Spring Safety Training Calendar and Supervisor-Ready Safety Talks

This report outlines the primary workplace safety risks that emerge during the spring transition period in general industry, and why this time of year consistently leads to increased incidents across North America.

The central finding is straightforward: Most incidents are not caused by new hazards. They are caused by existing hazards operating under changing conditions, combined with a failure to adjust training, supervision, and controls fast enough.

Spring introduces a rapid shift in operations.

  • Work increases.
  • Equipment usage rises.
  • Deferred maintenance begins.
  • New and seasonal workers enter the workforce.

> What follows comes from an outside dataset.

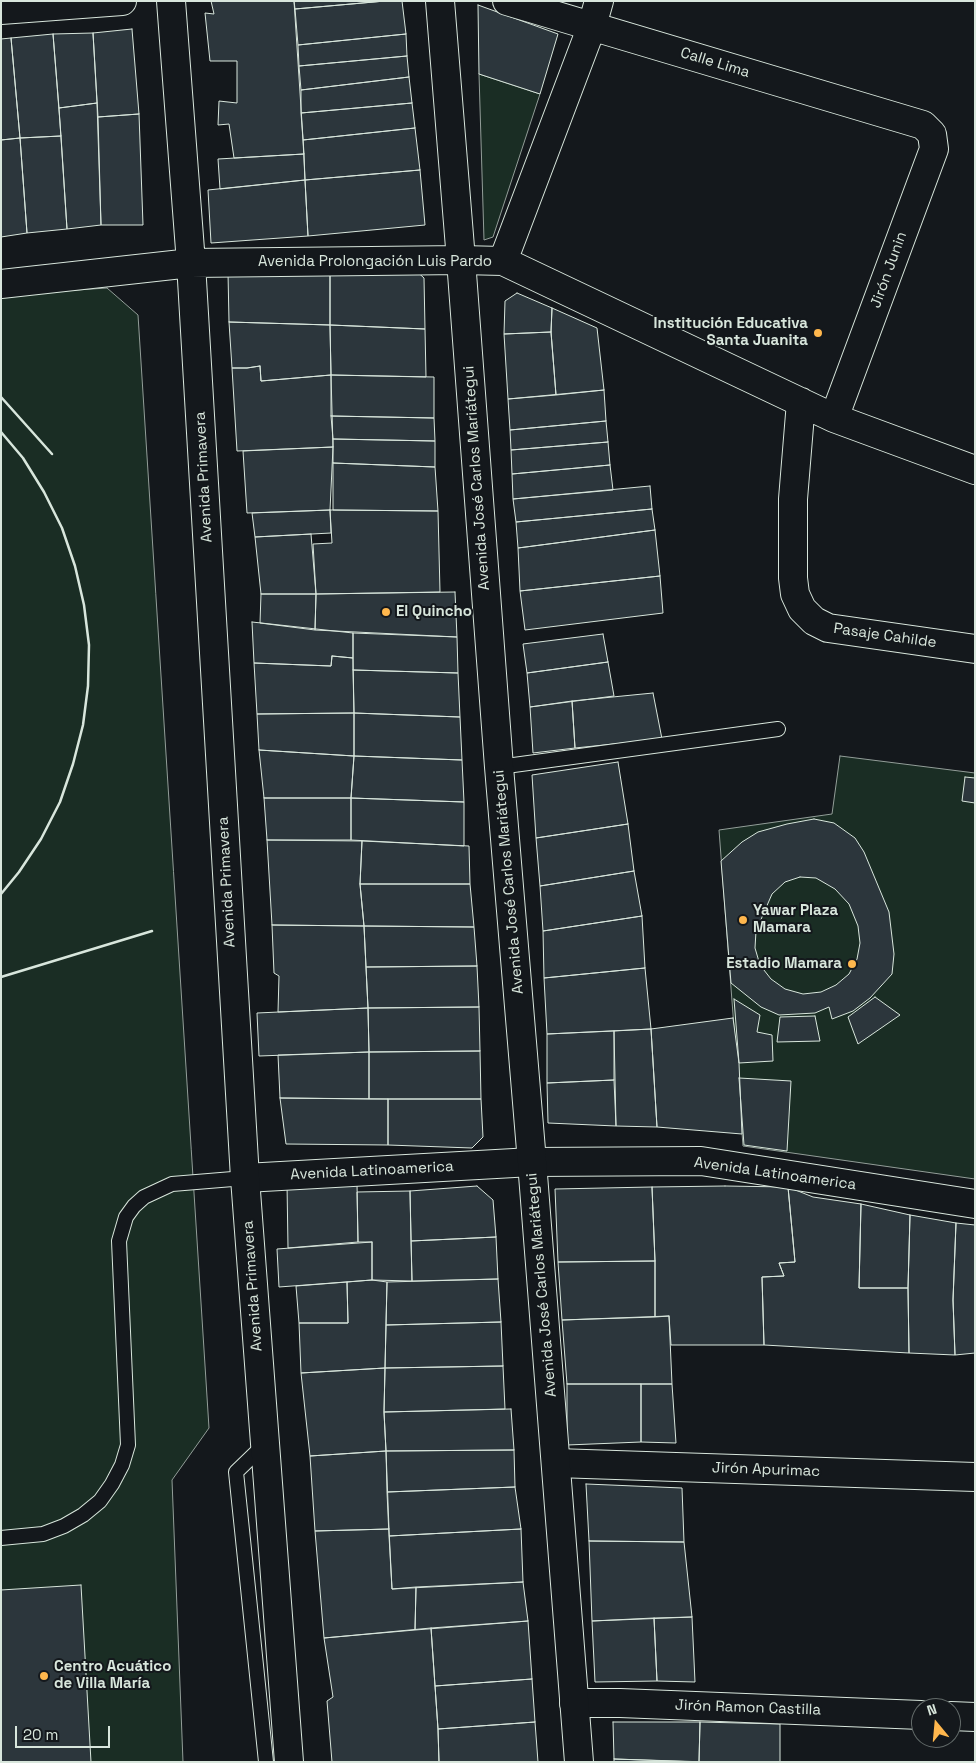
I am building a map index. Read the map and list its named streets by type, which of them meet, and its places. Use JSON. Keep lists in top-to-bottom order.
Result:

At the same time, organizations often continue operating under winter assumptions, creating a gap between actual risk and how work is being performed.

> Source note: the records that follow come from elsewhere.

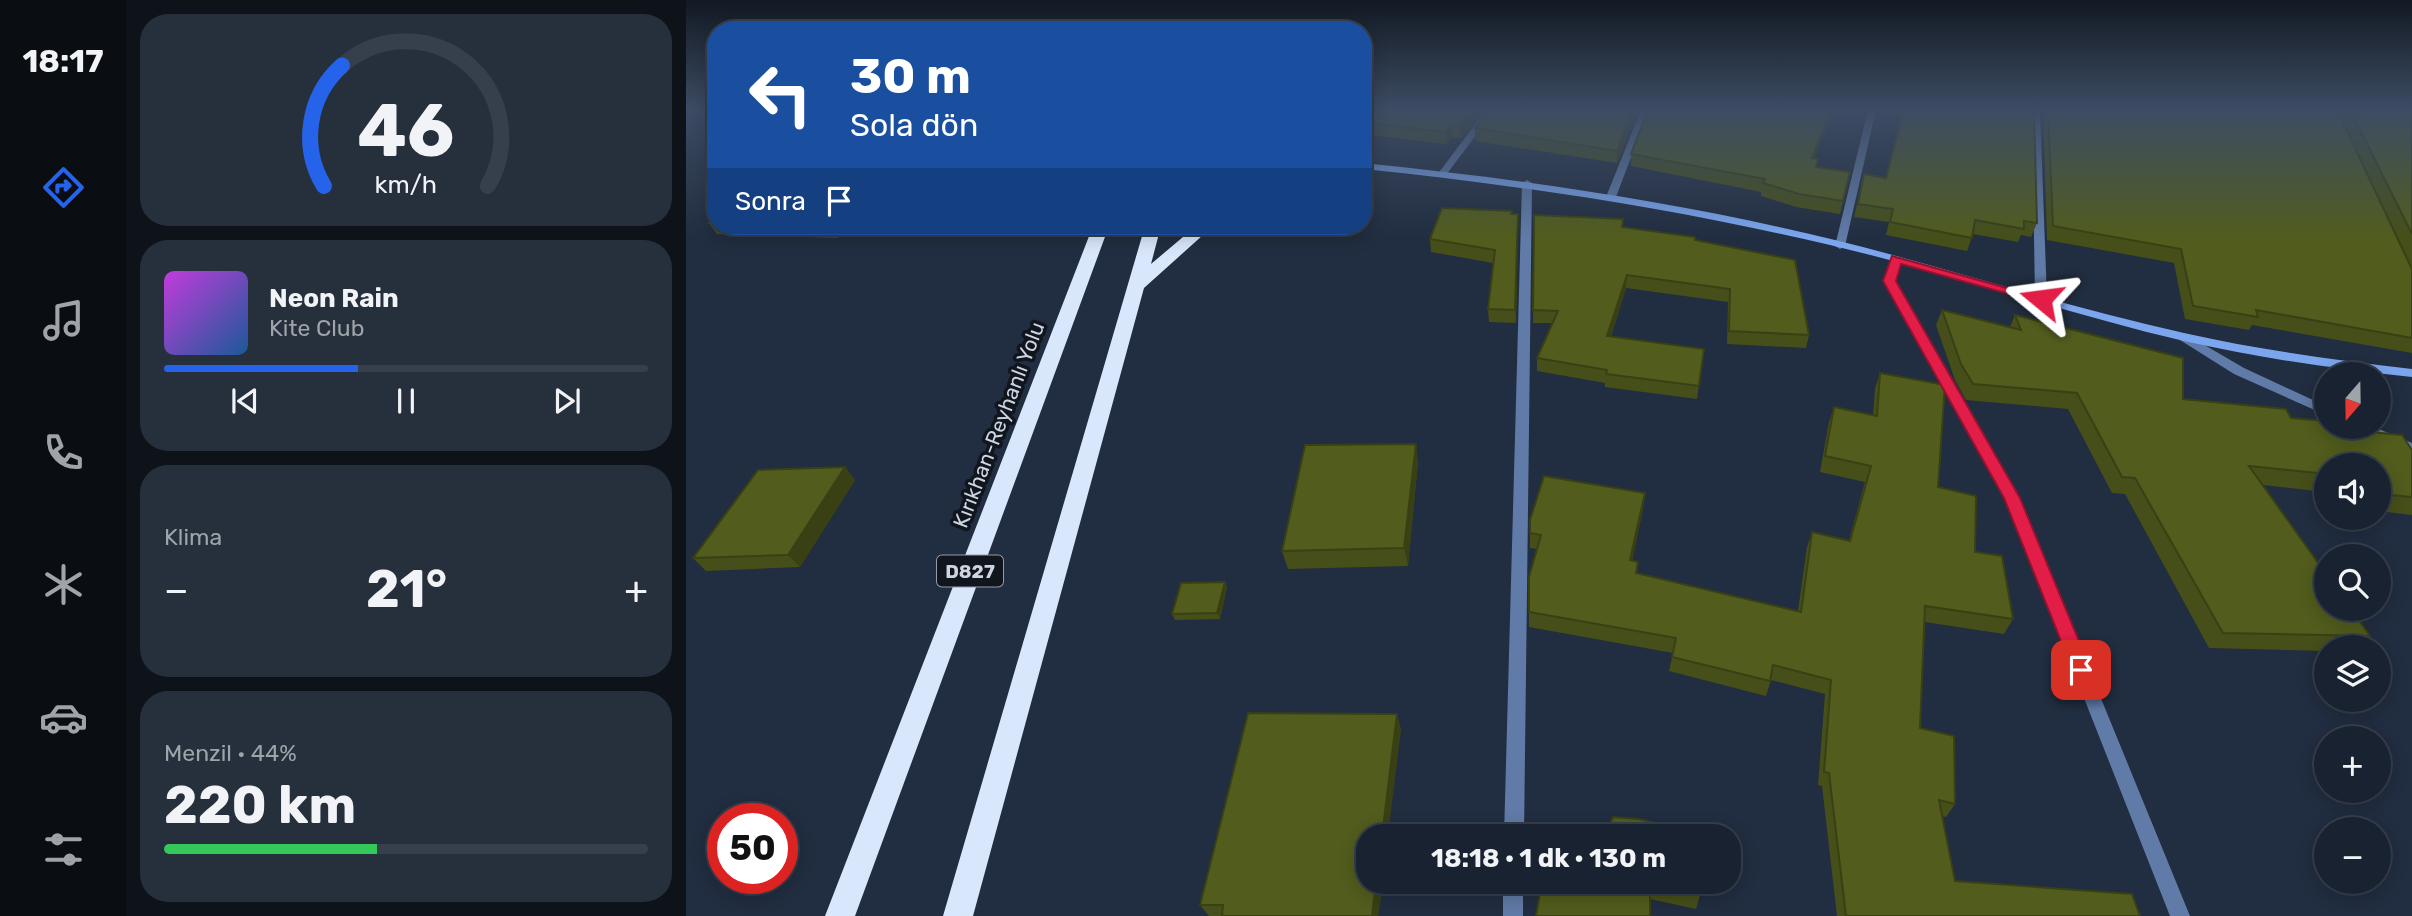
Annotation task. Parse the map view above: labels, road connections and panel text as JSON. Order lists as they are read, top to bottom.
{
  "streets": {
    "highway": ["Kırıkhan-Reyhanlı Yolu", "D827"]
  },
  "north": "bottom",
  "page": {
    "tabs": "18:17",
    "turn": ["30 m", "Sola dön"],
    "then": "Sonra",
    "song": ["Neon Rain", "Kite Club"],
    "map_buttons": ["+", "−"],
    "tile": [
      "Klima",
      ["Menzil · 44%", "220 km"]
    ],
    "heat": ["−", "21°", "+"],
    "limit": "50",
    "trip": "18:18 · 1 dk · 130 m",
    "gauge": ["46", "km/h"]
  }
}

That gap is where incidents occur.

Key Risk Areas Identified

The report highlights seven primary categories of risk:

  1. Slips, Trips, and Falls: Changing surface conditions from melting snow, water, mud, and debris create unstable walking environments. These remain one of the leading causes of workplace injuries.
  2. Equipment and Vehicle Incidents: Operational ramp-up increases traffic, equipment usage, and interaction points, often before operators and environments have fully adjusted.
  3. Maintenance and Deferred Work: A surge in repair and upgrade activity introduces higher-risk tasks involving energy sources, lockout failures, and complex system interactions.
  4. Weather Variability: Rapid changes in temperature, precipitation, and visibility impact worker performance, grip, traction, and decision-making.
  5. Human Factors and Re-Acclimatization: Increased workload, pressure, and changing routines lead to reduced attention, shortcuts, and decision errors, particularly during transition periods.
  6. Biological and Seasonal Health Risks: Allergies, fatigue, and environmental irritants affect concentration and physical performance, increasing the likelihood of mistakes.
  7. Contractor and Interface Risk: An increase in external contractors introduces communication gaps, misaligned procedures, and unclear responsibilities.